### Exercise material
= = =
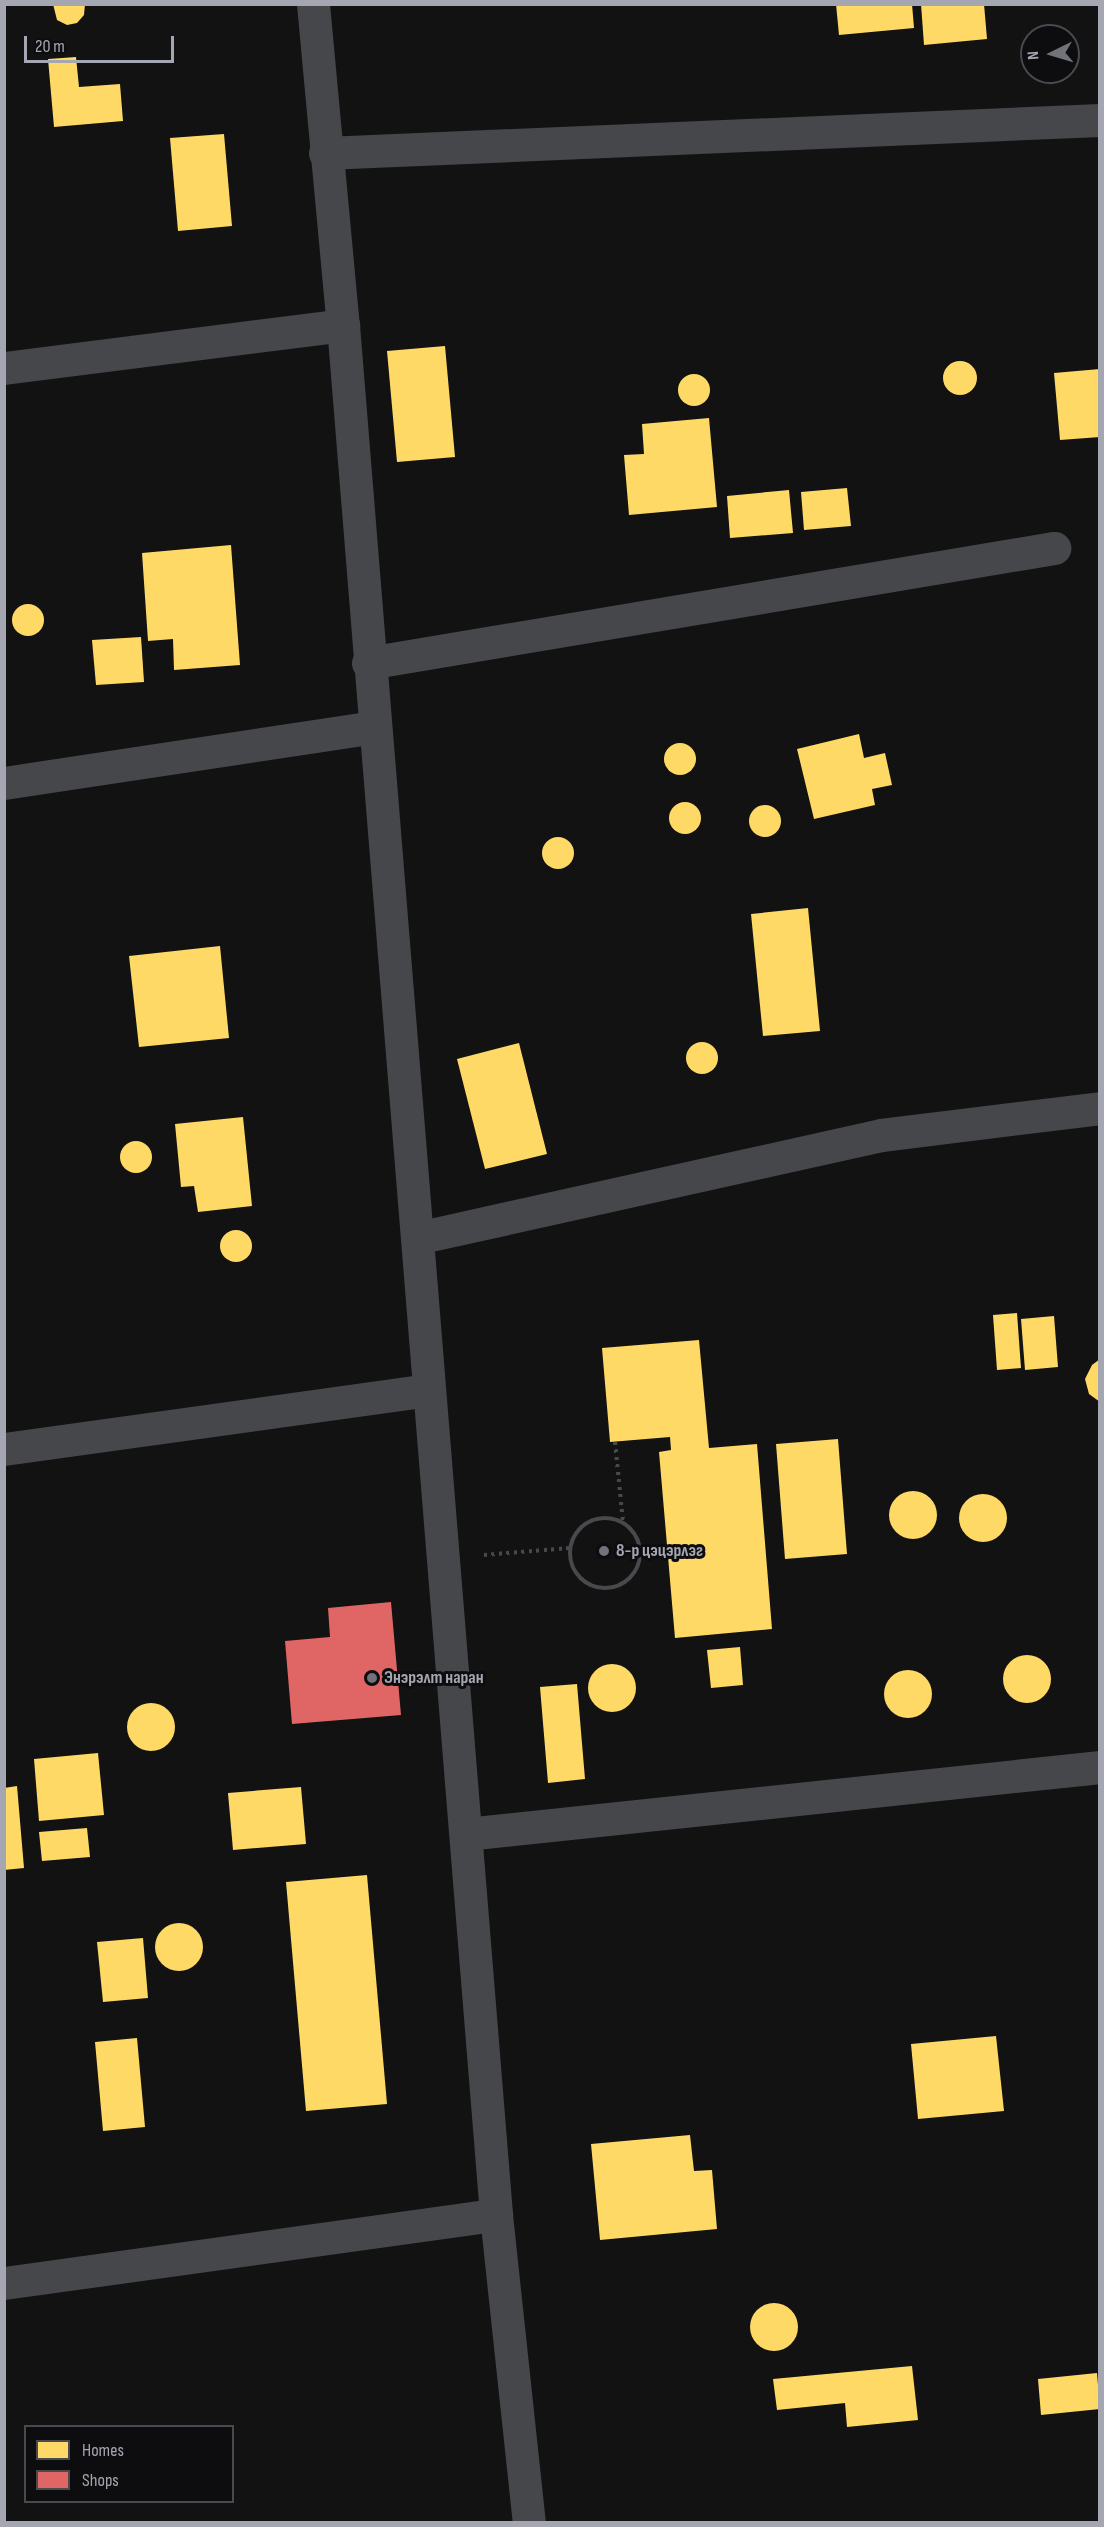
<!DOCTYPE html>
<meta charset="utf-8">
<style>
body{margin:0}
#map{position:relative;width:1104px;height:2527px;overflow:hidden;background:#121212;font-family:"Sofia Sans Condensed",sans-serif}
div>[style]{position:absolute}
.homes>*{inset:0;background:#ffd966}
.round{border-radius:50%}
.shops>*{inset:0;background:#e06666}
.path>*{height:4px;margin-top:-2px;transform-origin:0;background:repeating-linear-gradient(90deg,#48494c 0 3px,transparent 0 7.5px)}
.path>.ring{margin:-2px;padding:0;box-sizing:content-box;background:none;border:4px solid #48494c;border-radius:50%}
.minor>*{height:33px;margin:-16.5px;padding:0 16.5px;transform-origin:16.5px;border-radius:16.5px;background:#46474b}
.dots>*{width:16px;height:16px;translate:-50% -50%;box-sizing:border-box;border:3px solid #0d0c0e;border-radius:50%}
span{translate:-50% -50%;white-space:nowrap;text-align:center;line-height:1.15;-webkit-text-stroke:6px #0d0c0e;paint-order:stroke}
.poi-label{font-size:18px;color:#a4a7b2;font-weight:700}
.left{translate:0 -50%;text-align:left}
.frame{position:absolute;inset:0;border:6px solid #a4a7b2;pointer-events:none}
.legend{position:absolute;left:24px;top:2425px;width:210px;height:78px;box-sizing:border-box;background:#0d0c0e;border:2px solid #494a50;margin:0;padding:8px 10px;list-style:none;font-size:18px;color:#a4a7b2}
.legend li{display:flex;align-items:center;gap:12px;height:30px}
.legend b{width:30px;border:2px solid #494a50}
.north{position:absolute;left:1020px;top:24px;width:60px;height:60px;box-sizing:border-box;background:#0d0c0e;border:2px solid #494a50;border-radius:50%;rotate:265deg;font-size:16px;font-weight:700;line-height:24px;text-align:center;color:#a4a7b2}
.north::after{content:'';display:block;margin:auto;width:21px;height:27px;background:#71737a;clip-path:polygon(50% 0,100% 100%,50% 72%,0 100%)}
.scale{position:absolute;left:24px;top:36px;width:150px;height:27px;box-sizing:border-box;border:3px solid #a4a7b2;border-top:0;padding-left:8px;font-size:18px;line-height:21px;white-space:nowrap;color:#a4a7b2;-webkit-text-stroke:4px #0d0c0e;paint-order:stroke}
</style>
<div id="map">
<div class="homes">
<i style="clip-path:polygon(53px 4px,85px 4px,84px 15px,77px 23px,67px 25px,57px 20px)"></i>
<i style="clip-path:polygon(836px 4px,912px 4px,914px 28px,839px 35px)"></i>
<i style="clip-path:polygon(921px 4px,984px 4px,987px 39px,924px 45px)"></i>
<i style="clip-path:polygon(76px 57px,79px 87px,120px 84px,123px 121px,54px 127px,48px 59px)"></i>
<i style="clip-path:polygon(224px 134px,232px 226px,178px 231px,170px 138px)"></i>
<i style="clip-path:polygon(445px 346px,455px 457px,397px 462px,387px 351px)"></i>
<i class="round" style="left:943px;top:361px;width:34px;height:34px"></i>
<i style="clip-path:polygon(1100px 369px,1100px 437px,1060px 440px,1054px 373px)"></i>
<i class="round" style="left:678px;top:374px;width:32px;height:32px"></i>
<i style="clip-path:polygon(709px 418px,717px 507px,629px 515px,624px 455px,644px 454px,642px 424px)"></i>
<i style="clip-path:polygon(847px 488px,851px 526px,804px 530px,801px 492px)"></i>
<i style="clip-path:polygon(789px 490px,793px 533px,730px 538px,727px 496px)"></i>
<i style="clip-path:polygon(231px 545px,240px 665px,174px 670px,173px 639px,148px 641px,142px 553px)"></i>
<i class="round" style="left:12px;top:604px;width:32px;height:32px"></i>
<i style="clip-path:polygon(141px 637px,144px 682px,96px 685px,92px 640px)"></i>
<i style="clip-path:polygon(859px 734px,864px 758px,885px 753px,892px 785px,872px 789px,875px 805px,814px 819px,797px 749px)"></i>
<i class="round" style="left:664px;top:743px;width:32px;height:32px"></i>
<i class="round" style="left:669px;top:802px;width:32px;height:32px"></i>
<i class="round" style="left:749px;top:805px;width:32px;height:32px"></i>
<i class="round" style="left:542px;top:837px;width:32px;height:32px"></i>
<i style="clip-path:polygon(808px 908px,820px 1031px,763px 1036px,751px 914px)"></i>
<i style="clip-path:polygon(220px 946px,229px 1038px,139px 1047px,129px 956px)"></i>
<i class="round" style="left:686px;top:1042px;width:32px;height:32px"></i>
<i style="clip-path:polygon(519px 1043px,547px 1154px,485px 1169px,457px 1059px)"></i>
<i style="clip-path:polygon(243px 1117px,252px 1206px,198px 1212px,194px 1186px,181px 1187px,175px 1124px)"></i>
<i class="round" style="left:120px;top:1141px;width:32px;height:32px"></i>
<i class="round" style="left:220px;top:1230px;width:32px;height:32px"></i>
<i style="clip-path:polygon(1017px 1313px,1021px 1368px,997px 1370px,993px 1315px)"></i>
<i style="clip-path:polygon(1054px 1316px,1058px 1367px,1025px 1370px,1021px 1319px)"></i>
<i style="clip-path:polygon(699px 1340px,709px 1448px,757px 1444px,772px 1629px,675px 1638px,659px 1452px,671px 1450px,670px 1437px,610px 1442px,602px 1348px)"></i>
<i style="clip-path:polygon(1100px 1359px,1100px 1402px,1089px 1394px,1085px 1379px,1092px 1365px)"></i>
<i style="clip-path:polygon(838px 1439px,847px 1554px,785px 1559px,776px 1444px)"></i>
<i class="round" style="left:889px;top:1491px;width:48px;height:48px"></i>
<i class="round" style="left:959px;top:1494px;width:48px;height:48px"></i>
<i style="clip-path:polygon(740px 1647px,743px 1685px,711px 1688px,707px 1650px)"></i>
<i class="round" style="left:1003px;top:1655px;width:48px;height:48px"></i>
<i class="round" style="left:588px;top:1664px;width:48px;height:48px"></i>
<i class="round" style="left:884px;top:1670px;width:48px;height:48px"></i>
<i style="clip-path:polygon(577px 1684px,585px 1779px,548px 1783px,540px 1687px)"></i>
<i class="round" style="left:127px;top:1703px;width:48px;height:48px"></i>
<i style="clip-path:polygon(98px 1753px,104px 1815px,39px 1821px,34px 1759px)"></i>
<i style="clip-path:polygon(17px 1786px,24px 1868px,4px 1870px,4px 1788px)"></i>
<i style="clip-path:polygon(301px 1787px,306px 1844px,233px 1850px,228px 1793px)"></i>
<i style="clip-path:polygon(87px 1828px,90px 1857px,42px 1861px,39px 1832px)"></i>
<i style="clip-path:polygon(367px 1875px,387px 2104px,306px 2111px,286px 1882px)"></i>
<i class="round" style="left:155px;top:1923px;width:48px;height:48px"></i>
<i style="clip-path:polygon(143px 1938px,148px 1998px,103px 2002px,97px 1942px)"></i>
<i style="clip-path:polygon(996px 2036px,1004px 2111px,918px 2119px,911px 2044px)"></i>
<i style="clip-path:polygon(137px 2038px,145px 2127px,103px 2131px,95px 2042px)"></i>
<i style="clip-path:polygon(690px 2135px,694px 2171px,712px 2170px,717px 2229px,600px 2240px,591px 2144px)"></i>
<i class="round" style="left:750px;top:2303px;width:48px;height:48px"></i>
<i style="clip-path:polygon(912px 2366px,918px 2420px,847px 2427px,845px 2403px,777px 2410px,773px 2379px)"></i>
<i style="clip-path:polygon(1097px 2373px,1100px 2409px,1041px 2415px,1038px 2379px)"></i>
</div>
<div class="shops">
<i style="clip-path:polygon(391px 1602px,401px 1715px,292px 1724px,285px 1641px,330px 1637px,328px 1608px)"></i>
</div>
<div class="path">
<i style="left:615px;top:1442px;width:80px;rotate:84.3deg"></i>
<i class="ring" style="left:570px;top:1518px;width:66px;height:66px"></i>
<i style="left:484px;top:1555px;width:86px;rotate:-4.7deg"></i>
</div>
<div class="minor">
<i style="left:313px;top:4px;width:322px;rotate:84.7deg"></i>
<i style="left:343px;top:325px;width:1896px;rotate:85.37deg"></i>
<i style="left:496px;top:2215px;width:309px;rotate:83.9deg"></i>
<i style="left:325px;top:153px;width:776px;rotate:-2.44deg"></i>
<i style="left:4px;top:368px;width:342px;rotate:-7.2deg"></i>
<i style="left:368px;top:663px;width:696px;rotate:-9.52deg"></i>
<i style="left:4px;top:783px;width:374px;rotate:-8.6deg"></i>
<i style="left:417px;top:1238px;width:475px;rotate:-12.5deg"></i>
<i style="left:881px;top:1135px;width:221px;rotate:-7deg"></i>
<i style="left:4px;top:1449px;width:428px;rotate:-7.9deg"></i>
<i style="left:466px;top:1834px;width:638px;rotate:-6.03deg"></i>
<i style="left:4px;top:2283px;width:497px;rotate:-7.9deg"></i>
</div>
<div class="dots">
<i style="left:604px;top:1551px;background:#71737a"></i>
<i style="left:372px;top:1678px;background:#71737a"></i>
</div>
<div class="poi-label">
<span class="left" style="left:616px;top:1551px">8-р цэцэрлэг</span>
<span class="left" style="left:384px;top:1678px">Энэрэлт наран</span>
</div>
<div class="frame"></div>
<ul class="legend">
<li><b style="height:16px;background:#ffd966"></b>Homes</li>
<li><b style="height:16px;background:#e06666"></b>Shops</li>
</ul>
<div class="north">N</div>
<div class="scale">20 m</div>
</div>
= = =
### Task to complete
With all pictures removed, reproduce the lines from the top of the entries above through the line containing "0 3px,transparent 0", exactly as written.

### Solution for this problem
<!DOCTYPE html>
<meta charset="utf-8">
<style>
body{margin:0}
#map{position:relative;width:1104px;height:2527px;overflow:hidden;background:#121212;font-family:"Sofia Sans Condensed",sans-serif}
div>[style]{position:absolute}
.homes>*{inset:0;background:#ffd966}
.round{border-radius:50%}
.shops>*{inset:0;background:#e06666}
.path>*{height:4px;margin-top:-2px;transform-origin:0;background:repeating-linear-gradient(90deg,#48494c 0 3px,transparent 0 7.5px)}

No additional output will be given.